On Wednesday, Northern Ireland’s Public Prosecution Service said in a statement there would be no further cases brought in relation to the killing, meaning only one person, Ivor Bell, is being prosecuted on charges of soliciting the killing.

“We have given careful consideration to the evidence currently available … and have concluded that it is insufficient to provide a reasonable prospect of obtaining a conviction against any of them for a criminal offence,” the Deputy Director of Public Prosecutions, Pamela Atchison, said in a statement.

The decision not to prosecute Adams or six other people comes amid crisis talks between the main parties in Northern Ireland after the pro-British first minister stepped aside over the likely role of the Irish Republican Army in a recent killing.

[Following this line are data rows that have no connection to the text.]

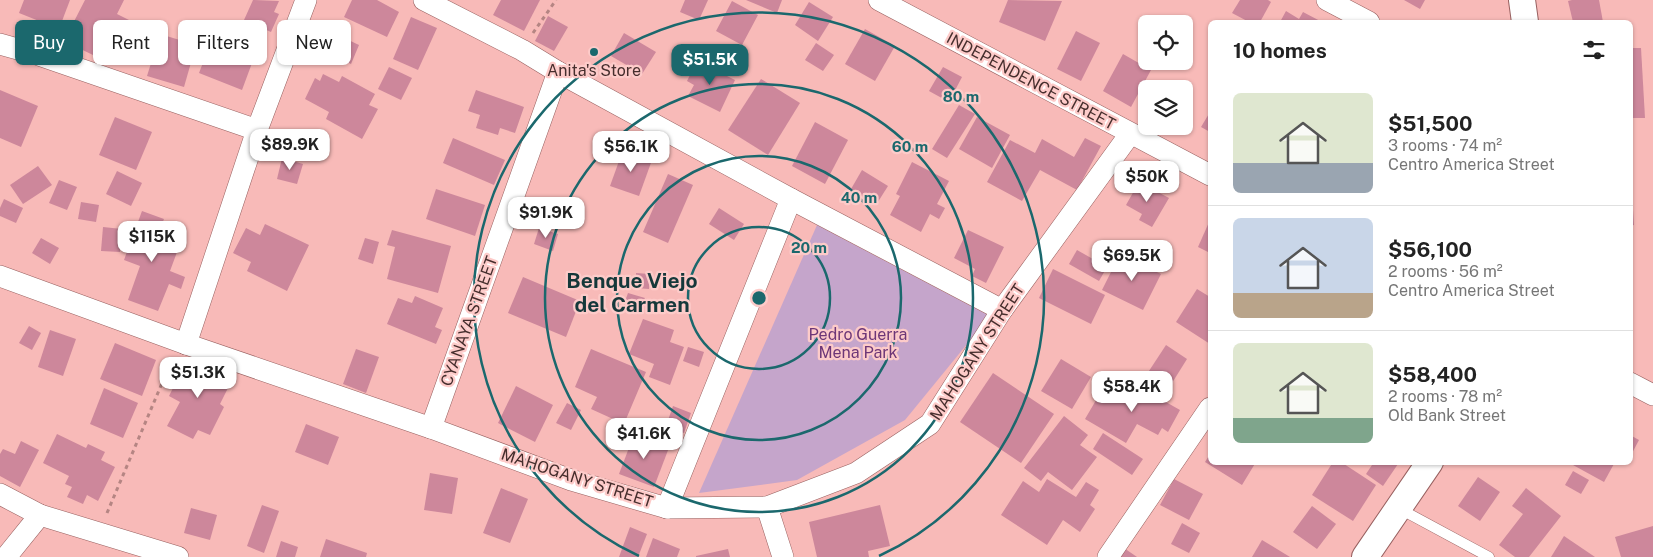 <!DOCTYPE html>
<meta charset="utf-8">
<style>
body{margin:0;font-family:"Public Sans",sans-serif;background:#f2f2f2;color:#222;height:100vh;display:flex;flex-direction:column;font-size:19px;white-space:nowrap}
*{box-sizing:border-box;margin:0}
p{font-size:16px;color:#767676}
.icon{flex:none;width:28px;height:28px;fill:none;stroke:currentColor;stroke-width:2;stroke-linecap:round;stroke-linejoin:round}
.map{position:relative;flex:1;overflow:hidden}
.panel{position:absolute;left:1208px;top:20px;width:425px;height:445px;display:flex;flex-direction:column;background:#fff;border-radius:8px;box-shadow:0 1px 4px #0004}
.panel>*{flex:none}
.banner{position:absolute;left:15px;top:20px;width:475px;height:45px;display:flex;gap:10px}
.buttons{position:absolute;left:1138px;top:15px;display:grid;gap:10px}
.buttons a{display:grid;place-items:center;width:55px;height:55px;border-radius:8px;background:#fff;box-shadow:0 1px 4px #0004;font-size:25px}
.price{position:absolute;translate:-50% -42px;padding:0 11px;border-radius:10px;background:#fff;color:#222;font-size:16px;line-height:32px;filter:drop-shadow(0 1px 2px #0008)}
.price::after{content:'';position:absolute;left:50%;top:30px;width:15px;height:11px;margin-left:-8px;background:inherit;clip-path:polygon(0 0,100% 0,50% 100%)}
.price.on{background:#1b686d;color:#fff}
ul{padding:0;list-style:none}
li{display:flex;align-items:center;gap:15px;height:125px;padding:0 25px}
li+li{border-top:1px solid #e0e0e0}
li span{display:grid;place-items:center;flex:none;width:140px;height:100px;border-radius:8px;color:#555}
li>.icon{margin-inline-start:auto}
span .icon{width:60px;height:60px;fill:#fffc;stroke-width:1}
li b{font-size:21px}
h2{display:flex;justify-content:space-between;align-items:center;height:60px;padding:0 25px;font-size:21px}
.pill{padding:0 18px;border-radius:8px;background:#fff;box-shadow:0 1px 4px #0004;font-size:18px;line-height:45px}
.pill.on{background:#1b686d;color:#fff}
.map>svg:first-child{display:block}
</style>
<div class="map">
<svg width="1653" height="557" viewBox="0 0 1653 557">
<rect width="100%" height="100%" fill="#f8bab8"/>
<polygon fill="#c5a5cb" points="817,225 990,316 905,420 797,480 699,493"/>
<g fill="#cd879b">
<polygon points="24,0 70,0 59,29 19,13"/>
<polygon points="85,0 124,0 117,14 139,25 120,61 95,49 93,55 64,41"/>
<polygon points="253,0 279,1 274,12 279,14 271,32 244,20"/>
<polygon points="352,0 377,0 399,12 387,37 344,17"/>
<polygon points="501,0 540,0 524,31 493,15"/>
<polygon points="685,0 708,0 699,20 680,12"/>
<polygon points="746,0 782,0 777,13"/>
<polygon points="1008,0 1062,1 1045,41 999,22"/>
<polygon points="1240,0 1268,0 1271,2 1260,22 1249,22 1232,13"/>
<polygon points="1404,0 1425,0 1420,9"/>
<polygon points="1572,0 1599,0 1603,22 1573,22 1568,1"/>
<polygon points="732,1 758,15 742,45 716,31"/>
<polygon points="809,2 833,17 818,41 795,25"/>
<polygon points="1286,11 1299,19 1303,12 1322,22 1280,22"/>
<polygon points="548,16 568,27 554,51 535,41"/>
<polygon points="411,17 437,28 418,70 393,59"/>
<polygon points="216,29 250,42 246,52 255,55 242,90 199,73"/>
<polygon points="865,29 895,46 875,81 845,64"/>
<polygon points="1076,31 1100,43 1081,81 1057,69"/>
<polygon points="624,33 656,52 642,74 611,56"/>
<polygon points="160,34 196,45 184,87 147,76"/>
<polygon points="340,36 359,45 351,64 331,55"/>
<polygon points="816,43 834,55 823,71 805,60"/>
<polygon points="1630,48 1641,48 1645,118 1630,118"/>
<polygon points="1123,54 1151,70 1131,107 1103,91"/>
<polygon points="697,61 735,80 720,112 688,96 694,85 687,81"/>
<polygon points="389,67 412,78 401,100 378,89"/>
<polygon points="943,67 962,77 949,102 929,91"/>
<polygon points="323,74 339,82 342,76 375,94 369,105 378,109 362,139 326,119 329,112 305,99 315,78 320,81"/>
<polygon points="761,79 800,103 768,155 728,130"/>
<polygon points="0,90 38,106 21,147 0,138"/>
<polygon points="476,90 524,107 515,133 500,128 498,135 476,128 480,115 468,111"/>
<polygon points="1146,94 1146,111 1139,107"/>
<polygon points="959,105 975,114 947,158 932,149"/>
<polygon points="1210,112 1210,132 1201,127"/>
<polygon points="115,117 152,132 136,170 99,155"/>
<polygon points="977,117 1010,135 992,168 959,149"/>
<polygon points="815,122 848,140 825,184 792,166"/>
<polygon points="453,138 505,160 494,185 443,163"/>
<polygon points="1085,138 1101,146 1077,190 1040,170 1022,201 987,182 1010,140 1035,153 1042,139 1074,157"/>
<polygon points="623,150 652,160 639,196 610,186"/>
<polygon points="282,158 303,164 297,184 277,179"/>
<polygon points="912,162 949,181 937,204 945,208 939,219 930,214 921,232 890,215 900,196 896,194"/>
<polygon points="38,166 52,185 23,204 10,185"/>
<polygon points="862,170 888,186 876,205 851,189"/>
<polygon points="117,171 142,183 131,206 106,194"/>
<polygon points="668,174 693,185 668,243 643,232"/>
<polygon points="59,180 77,187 67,210 49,203"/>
<polygon points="1139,182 1169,198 1152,227 1139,220 1142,214 1126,205"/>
<polygon points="436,189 485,205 475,236 426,219"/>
<polygon points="1630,193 1632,193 1634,225 1630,226"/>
<polygon points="4,199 23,208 16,223 0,216 0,208"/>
<polygon points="81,202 99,205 96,222 78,219"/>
<polygon points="719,208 744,224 734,240 709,224"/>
<polygon points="142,211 164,219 157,236 180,244 170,271 185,277 181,289 169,284 158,311 128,300 140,266 124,260"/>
<polygon points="1210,220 1210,253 1198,247"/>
<polygon points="265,224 309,245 287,291 247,271 251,262 233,253 246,228 260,235"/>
<polygon points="103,227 122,229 120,252 101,251"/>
<polygon points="539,228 558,234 553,251 534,244"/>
<polygon points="392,230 451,246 438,293 387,279 395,247 387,245"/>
<polygon points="968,230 1004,247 986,283 972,276 975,269 954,258"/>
<polygon points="41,238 59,248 50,264 32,253"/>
<polygon points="365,238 379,242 373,264 358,259"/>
<polygon points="1077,250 1107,267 1099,281 1069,264"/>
<polygon points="1120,254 1161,274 1143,310 1102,290"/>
<polygon points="1053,269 1105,295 1091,324 1039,298"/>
<polygon points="636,273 650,274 649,289 636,288"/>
<polygon points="523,277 580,301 566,337 508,313"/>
<polygon points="1197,289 1210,297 1210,344 1176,322"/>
<polygon points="628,293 645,298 640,313 623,307"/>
<polygon points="415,296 443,308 435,327 442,330 436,344 387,324 398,298 412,303"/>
<polygon points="643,319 674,330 670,342 684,347 670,385 649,377 654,364 629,354"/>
<polygon points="29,326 41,333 32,350 19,343"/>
<polygon points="50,330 76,339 63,376 38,367"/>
<polygon points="115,343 156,360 142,396 100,379"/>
<polygon points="1166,345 1187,359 1167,391 1145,377"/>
<polygon points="688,347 704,352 699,367 683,361"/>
<polygon points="356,349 379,357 366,393 343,384"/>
<polygon points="591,349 646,372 624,424 591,409 597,397 575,387"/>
<polygon points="188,358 232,380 220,404 224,407 210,435 198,430 193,439 167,426 180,402 169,396"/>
<polygon points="1061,359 1091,377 1072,409 1041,391"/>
<polygon points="993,373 1054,414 1021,463 960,422"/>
<polygon points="1134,384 1180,410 1168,432 1162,428 1158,435 1137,424 1126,443 1085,419 1102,390 1123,402"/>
<polygon points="516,386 553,405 535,442 498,423"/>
<polygon points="104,388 138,403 123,438 90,424"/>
<polygon points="567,403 581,410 571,430 556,423"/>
<polygon points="673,406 691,413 684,433 666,426"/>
<polygon points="1064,416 1088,435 1080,445 1097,457 1072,490 1048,472 1041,481 1024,468"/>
<polygon points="306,424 339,437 328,465 295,452"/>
<polygon points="635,432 670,445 654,487 619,474"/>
<polygon points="1103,433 1143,459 1132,475 1093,449"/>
<polygon points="57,434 86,448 88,444 105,452 101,460 115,467 98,501 87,495 83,504 67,497 72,487 65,484 69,476 43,463"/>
<polygon points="1630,435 1639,440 1630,457"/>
<polygon points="21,441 39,450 20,487 0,476 0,454 3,449 15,454"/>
<polygon points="1210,454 1210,462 1256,462 1242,485 1205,462"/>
<polygon points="1333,462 1341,462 1376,485 1353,521 1312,495"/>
<polygon points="1374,462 1398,464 1383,486 1366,474"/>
<polygon points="1574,462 1615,462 1604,482 1573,465"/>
<polygon points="1573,471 1589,480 1581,494 1565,485"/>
<polygon points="430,473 458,478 452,514 424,510"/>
<polygon points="1478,477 1500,492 1480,521 1458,506"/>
<polygon points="1047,479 1076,497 1086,482 1099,490 1090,505 1095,509 1080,532 1063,520 1047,545 1001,515 1023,481 1039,492"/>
<polygon points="1174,479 1203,494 1189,520 1160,505"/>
<polygon points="501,488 528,499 510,543 483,533"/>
<polygon points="1526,488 1561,516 1529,557 1515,557 1499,545 1523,514 1512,506"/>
<polygon points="262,505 279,511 264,553 247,546"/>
<polygon points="880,505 890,546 868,551 869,557 817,557 809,522"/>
<polygon points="1312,506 1336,524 1317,549 1293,532"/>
<polygon points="191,508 217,515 210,540 184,533"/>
<polygon points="1182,523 1200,533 1189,553 1171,544"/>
<polygon points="1653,526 1653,557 1621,557 1615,537"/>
<polygon points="630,527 647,534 638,557 619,557"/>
<polygon points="1564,536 1595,557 1551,557"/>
<polygon points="653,538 680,549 677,557 646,557"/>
<polygon points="326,539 367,553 366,557 320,557"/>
<polygon points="1262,540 1290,557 1252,557"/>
<polygon points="281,541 298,547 295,557 276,557"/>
<polygon points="1124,548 1137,557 1118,557"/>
<polygon points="728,549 730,557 696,557 696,556"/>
</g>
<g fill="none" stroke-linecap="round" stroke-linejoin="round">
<g stroke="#986160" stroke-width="11">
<polyline id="service" points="1400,509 1489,557"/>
</g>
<g stroke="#986160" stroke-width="22">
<g id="minor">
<polyline points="424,0 522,50 558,72 791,199 1002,310"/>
<polyline points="879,0 1210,175"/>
<polyline points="1327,0 1369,22"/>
<polyline points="0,44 39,55 257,130"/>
<polyline points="0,276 186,344 431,428 571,480 667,508 767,507 856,473 930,424 1002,310 1130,134"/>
<polyline points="186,344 257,130 306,0"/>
<polyline points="1630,383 1653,395"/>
<polyline points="431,428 558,72"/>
<polyline points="0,494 40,515 178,557"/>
<polyline points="767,507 783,557"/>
<polyline points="667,508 791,199"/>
<polyline points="6,557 40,515"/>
<polyline points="1108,557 1210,408"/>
</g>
</g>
<g stroke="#986160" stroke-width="28">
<g id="tertiary">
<polyline points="1522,0 1525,22"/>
<polyline points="1365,557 1430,462"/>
</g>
</g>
<g stroke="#b58583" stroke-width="3" stroke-dasharray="4 4" stroke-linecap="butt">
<polyline points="533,33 556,0"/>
<polyline points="107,513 171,362"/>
</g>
<use href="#service" stroke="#fff" stroke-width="10"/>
<use href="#minor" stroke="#fff" stroke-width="21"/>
<use href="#tertiary" stroke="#fff" stroke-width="26"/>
</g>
<g fill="none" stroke="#1b686d" stroke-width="2.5">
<circle cx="759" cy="298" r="71"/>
<circle cx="759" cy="298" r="142"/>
<circle cx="759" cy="298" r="214"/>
<path d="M639 556A285 285 0 1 1 879 556"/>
</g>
<circle fill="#1b686d" stroke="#fdcbc9" stroke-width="2" cx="594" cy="52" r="5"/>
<g text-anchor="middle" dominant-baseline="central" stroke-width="4.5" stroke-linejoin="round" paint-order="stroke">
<g font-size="16" fill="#462e2d" stroke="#fdcbc9">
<text x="594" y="70">Anita's Store</text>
</g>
<g font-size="16" fill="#462e2d" stroke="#fdcbc9">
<text transform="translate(1031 81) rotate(28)">INDEPENDENCE STREET</text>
<text transform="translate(469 321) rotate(-70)">CYANAYA STREET</text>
<text transform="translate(977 352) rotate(-57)">MAHOGANY STREET</text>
<text transform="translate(577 478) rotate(18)">MAHOGANY STREET</text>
</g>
<g font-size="16" fill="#6d3677" stroke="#fdcbc9">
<text x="858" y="334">Pedro Guerra<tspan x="858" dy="18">Mena Park</tspan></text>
</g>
<g font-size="21" font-weight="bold" fill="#15383a" stroke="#fdcbc9">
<text x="632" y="280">Benque Viejo<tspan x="632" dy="24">del Carmen</tspan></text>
</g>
</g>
<circle cx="759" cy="298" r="8" fill="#1b686d" stroke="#fdcbc9" stroke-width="2.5"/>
<g font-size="15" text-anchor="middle" font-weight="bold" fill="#1b686d" stroke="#fdcbc9" stroke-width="4.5" stroke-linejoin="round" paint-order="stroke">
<text x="961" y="102">80 m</text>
<text x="910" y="152">60 m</text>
<text x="859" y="203">40 m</text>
<text x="809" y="253">20 m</text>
</g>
</svg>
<div class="buttons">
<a><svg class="icon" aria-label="locate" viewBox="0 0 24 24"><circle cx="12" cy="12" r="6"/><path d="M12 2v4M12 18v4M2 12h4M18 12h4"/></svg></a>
<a><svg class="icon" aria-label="layers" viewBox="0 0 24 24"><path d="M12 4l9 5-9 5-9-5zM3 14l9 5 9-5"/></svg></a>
</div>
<b class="price on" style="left:710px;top:86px">$51.5K</b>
<b class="price" style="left:290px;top:171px">$89.9K</b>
<b class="price" style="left:631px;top:173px">$56.1K</b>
<b class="price" style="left:1147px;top:203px">$50K</b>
<b class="price" style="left:546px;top:239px">$91.9K</b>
<b class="price" style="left:152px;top:263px">$115K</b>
<b class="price" style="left:1132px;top:282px">$69.5K</b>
<b class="price" style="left:198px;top:399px">$51.3K</b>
<b class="price" style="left:1132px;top:413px">$58.4K</b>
<b class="price" style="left:644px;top:460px">$41.6K</b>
<div class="banner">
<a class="pill on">Buy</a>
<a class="pill">Rent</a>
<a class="pill">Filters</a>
<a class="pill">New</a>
</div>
<section class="panel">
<h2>10 homes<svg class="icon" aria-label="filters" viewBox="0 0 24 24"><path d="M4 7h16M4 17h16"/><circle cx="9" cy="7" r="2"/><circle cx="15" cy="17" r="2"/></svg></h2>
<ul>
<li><span style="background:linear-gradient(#dfe7d0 70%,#9aa5b1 0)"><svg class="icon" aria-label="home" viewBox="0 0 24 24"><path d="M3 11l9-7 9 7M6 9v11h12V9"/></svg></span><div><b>$51,500</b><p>3 rooms · 74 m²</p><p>Centro America Street</p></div></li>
<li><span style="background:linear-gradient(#c9d6e8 75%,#b9a48a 0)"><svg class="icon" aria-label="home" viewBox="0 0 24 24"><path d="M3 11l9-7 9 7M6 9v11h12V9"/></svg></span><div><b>$56,100</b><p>2 rooms · 56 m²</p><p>Centro America Street</p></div></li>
<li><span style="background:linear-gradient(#dfe7d0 75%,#7fa58c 0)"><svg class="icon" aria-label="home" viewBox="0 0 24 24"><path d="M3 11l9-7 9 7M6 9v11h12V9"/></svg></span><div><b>$58,400</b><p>2 rooms · 78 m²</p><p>Old Bank Street</p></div></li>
</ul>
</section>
</div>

A 1998 peace deal largely ended three decades of sectarian violence between Catholics who want a united Ireland and Protestants who want Northern Ireland to remain British.

But one of the key planks of that deal was undermined last month when police said the IRA was likely involved in the murder of a former operative, despite assurances from Sinn Fein that the group had “left the stage”.

One of McConville’s sons, Michael, said in a statement that he would “continue to seek justice for our mother … no matter how long it takes.”